• [SOURCE DATA]:
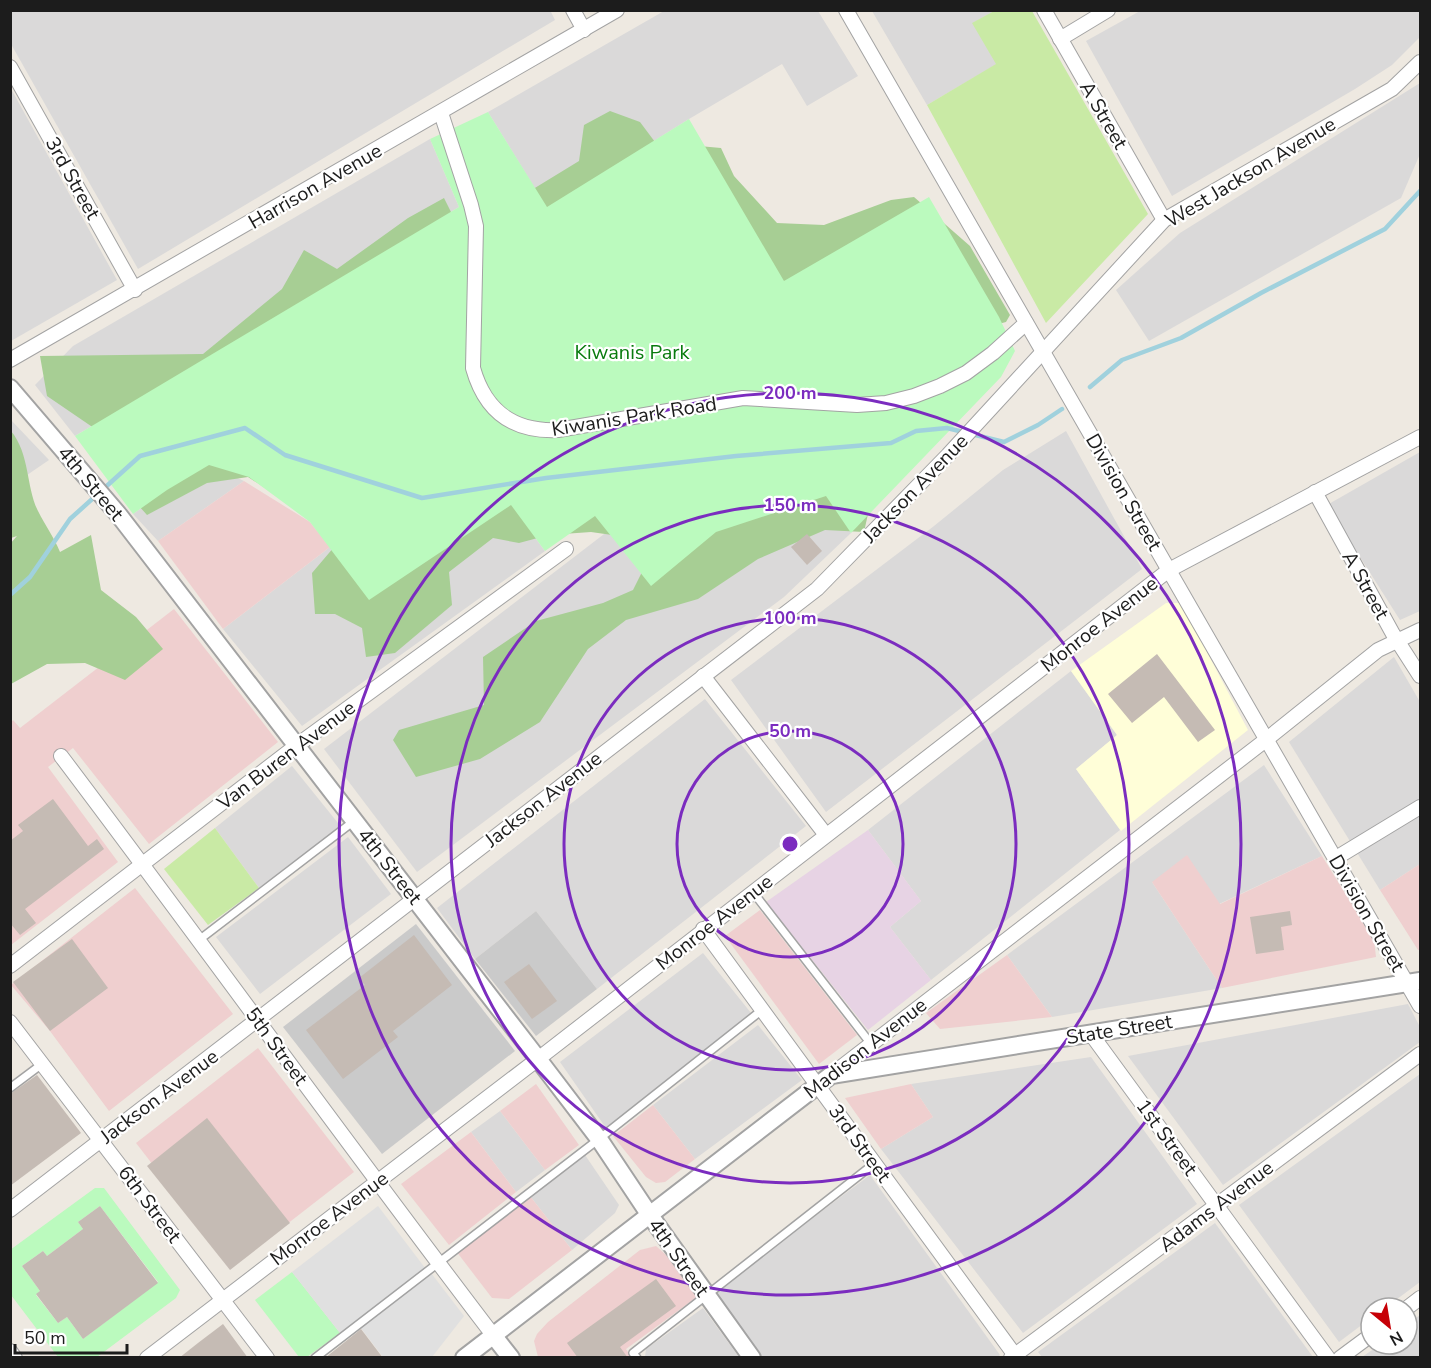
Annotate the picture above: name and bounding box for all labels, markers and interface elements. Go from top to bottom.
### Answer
street label: A Street [1073,76,1134,155]
street label: West Jackson Avenue [1160,111,1341,234]
street label: 3rd Street [39,132,107,225]
street label: Harrison Avenue [244,137,387,236]
park label: Kiwanis Park [574,339,691,366]
text: 200 m [763,381,817,405]
street label: Kiwanis Park Road [550,390,719,443]
street label: Jackson Avenue [856,428,974,549]
street label: Division Street [1079,429,1168,557]
street label: 4th Street [51,440,131,527]
text: 150 m [763,493,817,517]
street label: A Street [1336,546,1396,625]
street label: Monroe Avenue [1035,570,1163,679]
text: 100 m [763,606,817,630]
street label: Van Buren Avenue [211,694,361,817]
text: 50 m [769,719,811,743]
street label: Jackson Avenue [478,745,607,854]
street label: 4th Street [351,823,429,911]
centre of rings [780,834,800,854]
street label: Division Street [1322,850,1411,978]
street label: Monroe Avenue [650,868,778,977]
street label: Madison Avenue [798,992,932,1105]
street label: 5th Street [239,1002,315,1091]
street label: State Street [1064,1008,1175,1051]
street label: Jackson Avenue [94,1043,224,1150]
street label: 1st Street [1130,1094,1204,1182]
street label: 3rd Street [822,1099,898,1189]
street label: Adams Avenue [1154,1154,1279,1258]
street label: 6th Street [112,1160,188,1249]
street label: Monroe Avenue [265,1165,394,1272]
street label: 4th Street [642,1213,716,1303]
north arrow [1359,1296,1419,1356]
scale bar [15,1317,128,1355]
text: 50 m [24,1326,66,1350]
text: N [1385,1326,1407,1351]

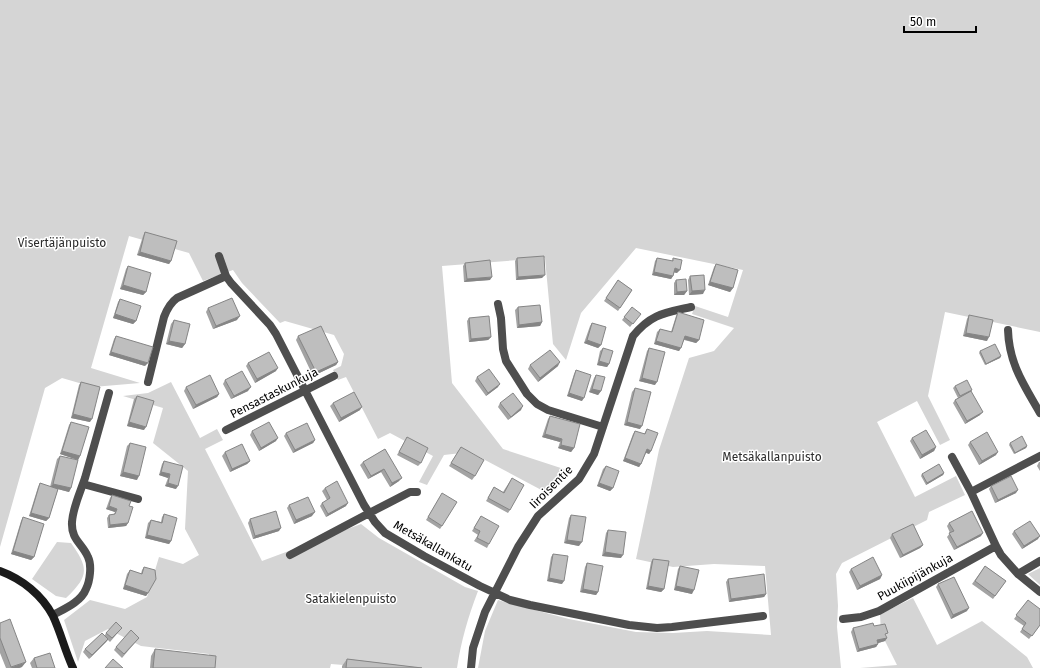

• [ACTIVITY]: Line by line, restate the data above exactly as it stands, minus the pictures.

• [EXERCISE OUTPUT]:
Annotate the picture above: name and bounding box for all labels, markers and interface elements. Go from top to bottom.
### Answer
street label: A Street [1073,76,1134,155]
street label: West Jackson Avenue [1160,111,1341,234]
street label: 3rd Street [39,132,107,225]
street label: Harrison Avenue [244,137,387,236]
park label: Kiwanis Park [574,339,691,366]
text: 200 m [763,381,817,405]
street label: Kiwanis Park Road [550,390,719,443]
street label: Jackson Avenue [856,428,974,549]
street label: Division Street [1079,429,1168,557]
street label: 4th Street [51,440,131,527]
text: 150 m [763,493,817,517]
street label: A Street [1336,546,1396,625]
street label: Monroe Avenue [1035,570,1163,679]
text: 100 m [763,606,817,630]
street label: Van Buren Avenue [211,694,361,817]
text: 50 m [769,719,811,743]
street label: Jackson Avenue [478,745,607,854]
street label: 4th Street [351,823,429,911]
centre of rings [780,834,800,854]
street label: Division Street [1322,850,1411,978]
street label: Monroe Avenue [650,868,778,977]
street label: Madison Avenue [798,992,932,1105]
street label: 5th Street [239,1002,315,1091]
street label: State Street [1064,1008,1175,1051]
street label: Jackson Avenue [94,1043,224,1150]
street label: 1st Street [1130,1094,1204,1182]
street label: 3rd Street [822,1099,898,1189]
street label: Adams Avenue [1154,1154,1279,1258]
street label: 6th Street [112,1160,188,1249]
street label: Monroe Avenue [265,1165,394,1272]
street label: 4th Street [642,1213,716,1303]
north arrow [1359,1296,1419,1356]
scale bar [15,1317,128,1355]
text: 50 m [24,1326,66,1350]
text: N [1385,1326,1407,1351]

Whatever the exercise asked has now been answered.